Having started out decades ago as a company driver myself, I know all too well the urgency of maximizing each day’s driving and on-duty clock. I too felt that need early in my career to not do much but focus on things like fuel costs and tire costs, all for the sake of making sure I got in as many runs as I could in a day. This was ever more prevalent when I was in the aggregate industry and we were paid by the load and by weight, but that portion of my career also taught me things like how a lightweight spec’d truck can make you more money! It was also at that same point in my career where I was brought into the office for a portion of my days by the manager at the time, who took it upon himself to groom me in the skills of being able to see things from a “bottom line” and “break-even” perspective.
Fast forward many years when I started bringing on contractors. We’ve all heard the line, “If the equipment ain’t theirs, they’ll drive it like they stole it, not like they own it!” Constant business coaching to my fleet of owner-operators and always giving them detailed reasons for the way we do things when it comes to safety and maintenance and how it benefits them and their business is the way I keep them focused on “both” of our bottom lines. Starting with the percentage pay that I developed when I first started, all the way up to our most recent inclusion tactics of providing referral bonuses for other seasoned contractors and annual percentage increases for each year they complete in which they have no claims or at-fault accidents, I have never been shy about letting my contractors know exactly how their tendencies of looking out for the bottom line affects the fleet’s bottom line as well.

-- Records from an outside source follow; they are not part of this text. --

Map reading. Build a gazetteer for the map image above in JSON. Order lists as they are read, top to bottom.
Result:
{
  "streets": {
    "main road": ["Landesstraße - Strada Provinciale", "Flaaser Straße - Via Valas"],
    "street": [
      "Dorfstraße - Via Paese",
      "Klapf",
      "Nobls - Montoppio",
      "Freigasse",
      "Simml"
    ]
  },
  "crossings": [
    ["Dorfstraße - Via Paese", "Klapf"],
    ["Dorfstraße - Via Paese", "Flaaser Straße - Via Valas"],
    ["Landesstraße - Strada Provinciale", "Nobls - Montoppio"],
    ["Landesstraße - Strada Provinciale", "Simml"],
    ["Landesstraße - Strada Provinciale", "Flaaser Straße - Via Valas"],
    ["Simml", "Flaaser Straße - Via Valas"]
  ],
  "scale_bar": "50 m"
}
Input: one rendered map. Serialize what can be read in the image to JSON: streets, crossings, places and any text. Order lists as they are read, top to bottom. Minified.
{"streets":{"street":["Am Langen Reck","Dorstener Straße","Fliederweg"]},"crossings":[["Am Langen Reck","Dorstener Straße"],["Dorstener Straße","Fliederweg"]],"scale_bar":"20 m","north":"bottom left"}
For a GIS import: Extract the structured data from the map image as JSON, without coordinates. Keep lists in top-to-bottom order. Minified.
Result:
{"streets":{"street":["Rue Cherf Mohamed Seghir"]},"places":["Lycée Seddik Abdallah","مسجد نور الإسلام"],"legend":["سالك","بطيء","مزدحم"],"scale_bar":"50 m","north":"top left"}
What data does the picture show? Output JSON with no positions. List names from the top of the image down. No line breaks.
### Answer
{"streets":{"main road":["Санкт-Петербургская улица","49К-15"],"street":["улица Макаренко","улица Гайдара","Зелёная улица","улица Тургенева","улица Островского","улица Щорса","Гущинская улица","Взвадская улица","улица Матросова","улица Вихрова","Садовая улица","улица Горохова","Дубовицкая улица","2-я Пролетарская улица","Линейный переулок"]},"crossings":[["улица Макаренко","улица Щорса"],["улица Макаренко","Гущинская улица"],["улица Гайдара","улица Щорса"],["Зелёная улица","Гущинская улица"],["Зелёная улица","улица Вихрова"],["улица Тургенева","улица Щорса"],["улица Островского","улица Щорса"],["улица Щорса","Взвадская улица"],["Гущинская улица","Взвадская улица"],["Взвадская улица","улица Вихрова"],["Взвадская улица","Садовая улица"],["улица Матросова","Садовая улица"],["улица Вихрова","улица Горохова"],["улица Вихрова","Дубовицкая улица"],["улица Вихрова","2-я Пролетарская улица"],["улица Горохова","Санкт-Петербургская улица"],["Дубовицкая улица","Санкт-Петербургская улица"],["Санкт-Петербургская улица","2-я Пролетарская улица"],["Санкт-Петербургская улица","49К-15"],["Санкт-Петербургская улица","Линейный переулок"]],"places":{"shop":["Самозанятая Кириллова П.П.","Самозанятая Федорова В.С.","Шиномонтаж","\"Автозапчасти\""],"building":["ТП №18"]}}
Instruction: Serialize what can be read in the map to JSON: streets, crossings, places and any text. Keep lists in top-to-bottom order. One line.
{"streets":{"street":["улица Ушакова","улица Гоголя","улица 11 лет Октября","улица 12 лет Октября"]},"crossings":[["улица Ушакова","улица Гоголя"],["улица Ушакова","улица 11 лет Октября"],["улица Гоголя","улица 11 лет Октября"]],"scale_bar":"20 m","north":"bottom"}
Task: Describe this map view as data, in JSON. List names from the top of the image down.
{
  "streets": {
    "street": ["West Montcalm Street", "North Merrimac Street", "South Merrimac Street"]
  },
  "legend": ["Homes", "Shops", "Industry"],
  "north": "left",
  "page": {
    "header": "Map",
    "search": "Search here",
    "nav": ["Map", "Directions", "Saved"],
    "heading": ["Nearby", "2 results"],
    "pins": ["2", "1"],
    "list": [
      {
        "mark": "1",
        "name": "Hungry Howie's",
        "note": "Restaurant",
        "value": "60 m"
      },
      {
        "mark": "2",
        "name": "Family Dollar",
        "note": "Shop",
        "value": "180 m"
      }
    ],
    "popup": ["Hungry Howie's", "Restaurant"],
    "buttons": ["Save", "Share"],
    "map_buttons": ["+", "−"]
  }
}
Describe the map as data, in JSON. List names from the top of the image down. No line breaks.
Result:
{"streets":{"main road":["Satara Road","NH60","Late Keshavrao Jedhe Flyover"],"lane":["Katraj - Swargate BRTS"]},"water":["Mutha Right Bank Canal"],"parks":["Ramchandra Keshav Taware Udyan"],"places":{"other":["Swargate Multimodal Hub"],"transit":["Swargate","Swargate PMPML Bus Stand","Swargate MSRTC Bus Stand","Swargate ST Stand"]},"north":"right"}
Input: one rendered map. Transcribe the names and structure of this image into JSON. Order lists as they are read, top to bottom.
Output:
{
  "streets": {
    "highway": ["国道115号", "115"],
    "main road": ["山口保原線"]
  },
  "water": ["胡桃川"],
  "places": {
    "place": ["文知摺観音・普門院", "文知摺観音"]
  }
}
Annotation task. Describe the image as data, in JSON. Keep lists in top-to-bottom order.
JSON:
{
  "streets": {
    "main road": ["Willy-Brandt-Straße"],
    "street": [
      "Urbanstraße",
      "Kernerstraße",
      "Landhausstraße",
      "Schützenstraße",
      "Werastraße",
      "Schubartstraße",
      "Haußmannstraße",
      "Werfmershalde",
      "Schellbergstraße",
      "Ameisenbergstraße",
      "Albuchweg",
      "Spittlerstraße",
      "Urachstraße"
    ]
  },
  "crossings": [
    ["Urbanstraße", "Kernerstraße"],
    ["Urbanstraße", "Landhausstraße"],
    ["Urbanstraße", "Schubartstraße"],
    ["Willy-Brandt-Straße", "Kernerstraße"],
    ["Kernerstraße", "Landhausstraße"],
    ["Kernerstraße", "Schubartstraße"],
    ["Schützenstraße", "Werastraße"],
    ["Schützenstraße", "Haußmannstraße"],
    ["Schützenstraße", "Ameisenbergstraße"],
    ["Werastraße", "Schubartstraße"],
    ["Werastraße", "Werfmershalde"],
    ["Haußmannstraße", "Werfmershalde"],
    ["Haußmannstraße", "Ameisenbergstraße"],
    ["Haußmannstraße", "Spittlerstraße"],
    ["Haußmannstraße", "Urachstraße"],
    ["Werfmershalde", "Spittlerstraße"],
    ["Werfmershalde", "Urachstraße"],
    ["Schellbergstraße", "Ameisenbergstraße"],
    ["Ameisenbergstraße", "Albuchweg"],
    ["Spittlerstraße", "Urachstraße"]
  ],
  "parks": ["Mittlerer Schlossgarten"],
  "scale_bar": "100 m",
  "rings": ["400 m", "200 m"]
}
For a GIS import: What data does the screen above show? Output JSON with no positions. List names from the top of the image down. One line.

To make sure they take care of my equipment that they pull, but don’t own, it’s as simple as letting them know that downtime equals lost revenue. Sure, they are not responsible for paying to fix worn trailer tires, but they do know not paying proper attention to things like tire pressure can cause roadside blowouts in the middle of the hot California and Arizona deserts that can easily equal them missing out on an entire load in their schedule for that week. Reminding them that they have the responsibility of looking out for my equipment and not to have the tendency to become complacent with maintenance on the equipment just because it’s not theirs, lets them know that the pendulum swings both ways and that their actions with my equipment can affect their bottom line as well.
To keep my owner-operators focused on safety, it’s all about inclusionary thinking once again to avoid tendencies that might not be all that safe. When talking about safety and our safety program, they understand the actions of one can affect the entire fleet. With rising insurance costs in our industry, their efforts in keeping our excellent safety score help ensure what they pay through me for elected insurance does not skyrocket along with the national average. Green lights on their Prepass transponders that I provide, are another constant reminder to them that safety is not only a “company driver thing”, but that it also affects how many times they get pulled in for a closer look as an owner-operator in the fleet as well! If they want to bring me in clean inspections and get paid for them, not only is there a monetary value but also less hassle when they must run past the coops. It’s a win-win!
Being a leased-on owner-operator, or owner-operator contractor usually has its roots in the tendencies of being a company driver. After all, that is progressively the next natural step when someone goes from driving for someone else to trying to drive for themselves. I know when I bought my first truck, I just wanted to run like heck and make as much money as I could in gross revenue, without as much understanding as I probably should’ve had about where I needed to be to break even and how certain things grossly affected my bottom line. Being a “Hired Gun” so to speak, for whatever company an owner-operator signs their truck onto, shifts their thinking to looking out more for things like knowing a break-even point each period and needing to take a deeper dive into the costs of maintenance, downtime, and safety. The tendency to become complacent in these areas is lesser when someone owns their truck, however from the fleet owner perspective, I like to always constantly remind them so that they don’t slip back into those tendencies of just running to run. So the way I approach better tendencies from the fleet owner perspective with inclusion helps to make sure they understand the need to go from thinking, “If the wheels ain’t turnin’, I ain’t earnin’!” to “If OUR wheels aren’t turnin’, WE ain’t earnin’!”